• Assignment: Keep the images out while you set down the data exactly.

• Supplied material:
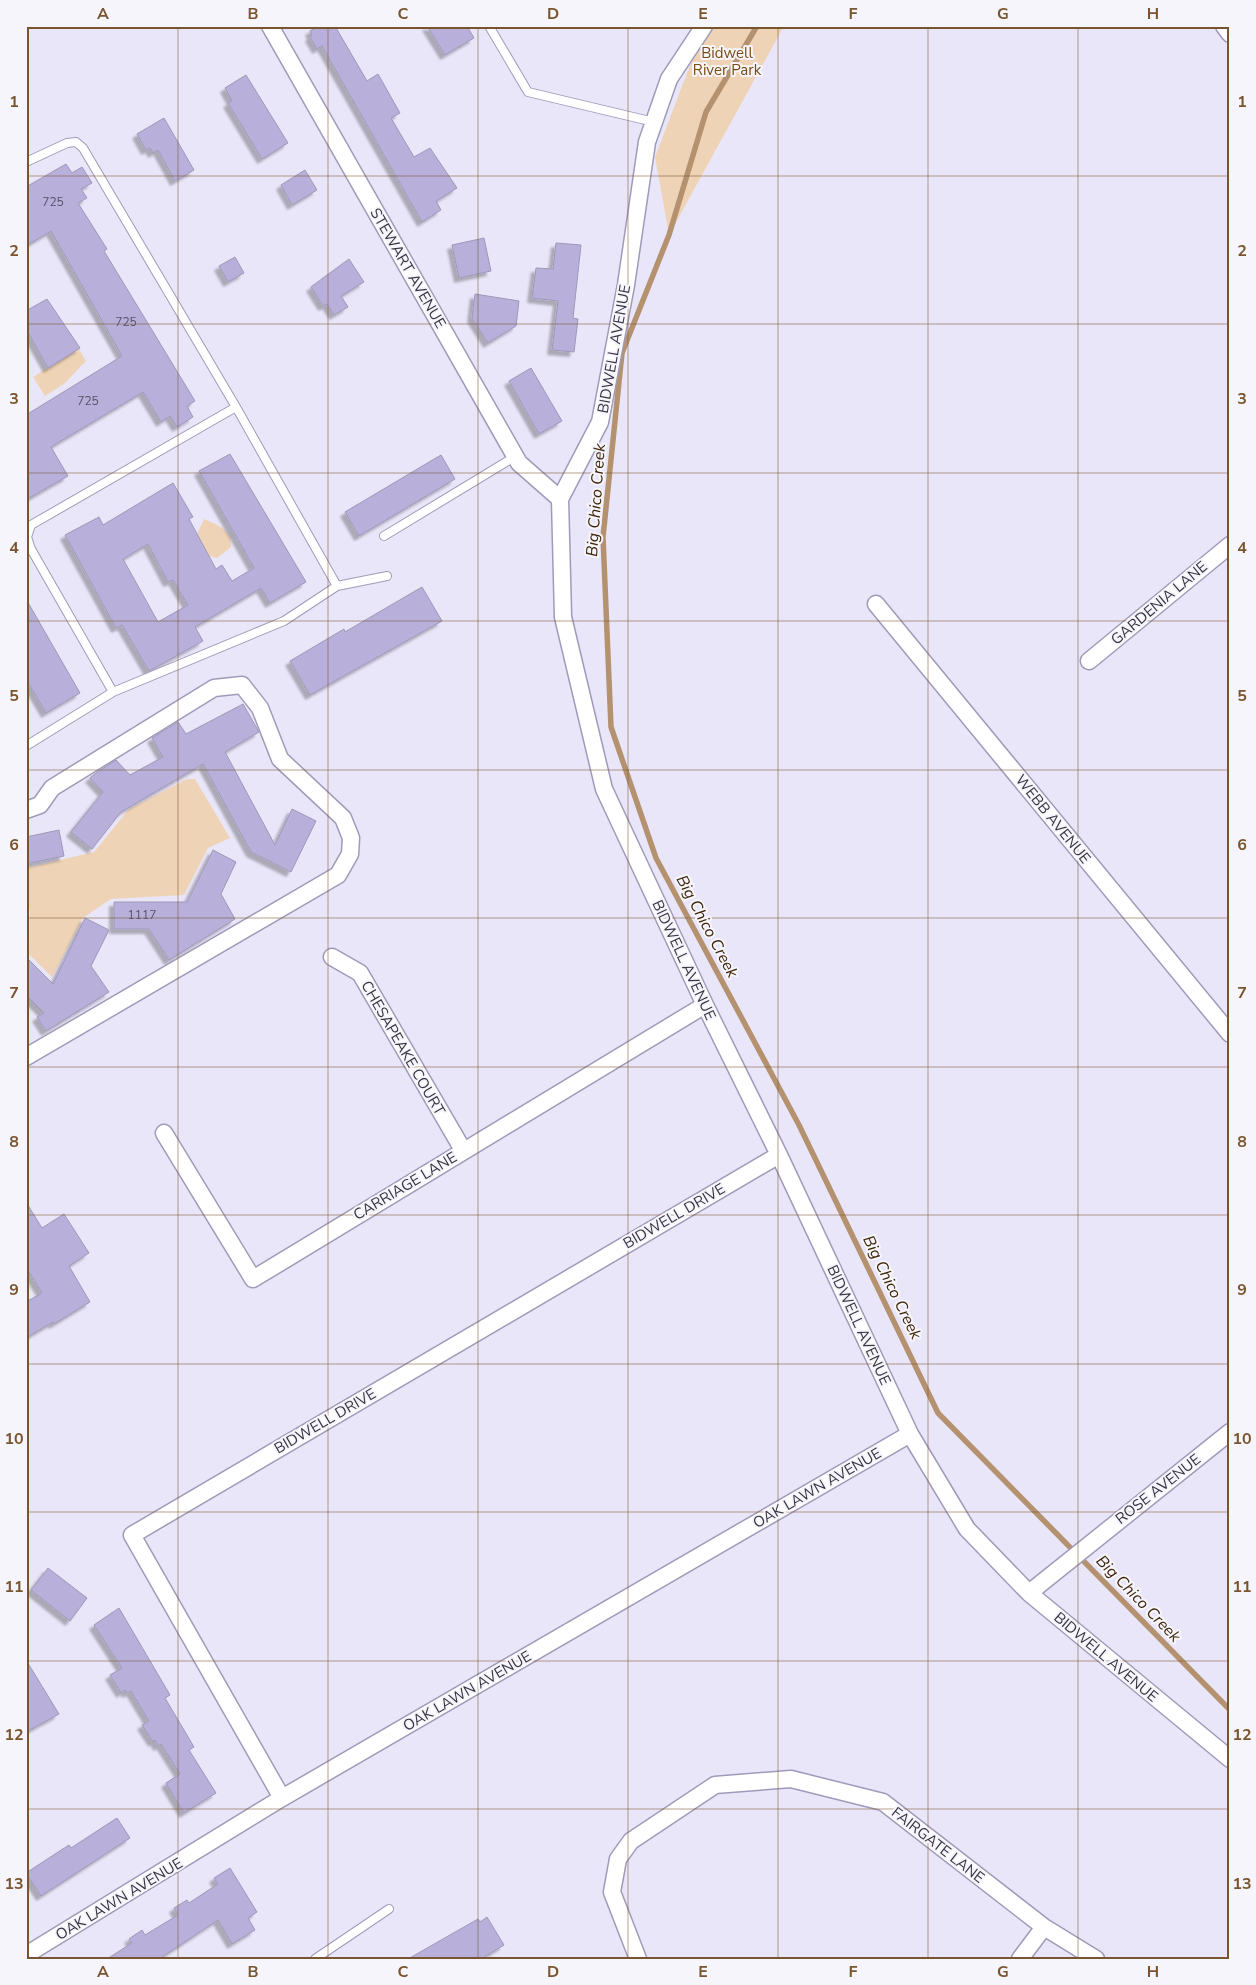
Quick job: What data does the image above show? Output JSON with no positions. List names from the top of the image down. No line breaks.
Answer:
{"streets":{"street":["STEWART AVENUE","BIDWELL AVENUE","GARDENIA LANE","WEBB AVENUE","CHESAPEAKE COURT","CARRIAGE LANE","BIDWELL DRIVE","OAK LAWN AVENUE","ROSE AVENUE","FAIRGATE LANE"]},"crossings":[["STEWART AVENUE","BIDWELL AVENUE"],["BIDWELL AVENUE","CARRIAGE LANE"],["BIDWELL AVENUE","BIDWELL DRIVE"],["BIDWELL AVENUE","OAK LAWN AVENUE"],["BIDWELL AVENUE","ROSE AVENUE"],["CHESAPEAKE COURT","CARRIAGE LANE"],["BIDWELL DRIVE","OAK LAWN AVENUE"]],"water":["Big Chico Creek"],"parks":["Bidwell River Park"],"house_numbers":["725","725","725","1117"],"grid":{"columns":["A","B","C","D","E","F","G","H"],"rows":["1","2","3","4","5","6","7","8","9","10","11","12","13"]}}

• Output:
Quick job: What data does the image above show? Output JSON with no positions. List names from the top of the image down. No line breaks.
Answer:
{"streets":{"street":["STEWART AVENUE","BIDWELL AVENUE","GARDENIA LANE","WEBB AVENUE","CHESAPEAKE COURT","CARRIAGE LANE","BIDWELL DRIVE","OAK LAWN AVENUE","ROSE AVENUE","FAIRGATE LANE"]},"crossings":[["STEWART AVENUE","BIDWELL AVENUE"],["BIDWELL AVENUE","CARRIAGE LANE"],["BIDWELL AVENUE","BIDWELL DRIVE"],["BIDWELL AVENUE","OAK LAWN AVENUE"],["BIDWELL AVENUE","ROSE AVENUE"],["CHESAPEAKE COURT","CARRIAGE LANE"],["BIDWELL DRIVE","OAK LAWN AVENUE"]],"water":["Big Chico Creek"],"parks":["Bidwell River Park"],"house_numbers":["725","725","725","1117"],"grid":{"columns":["A","B","C","D","E","F","G","H"],"rows":["1","2","3","4","5","6","7","8","9","10","11","12","13"]}}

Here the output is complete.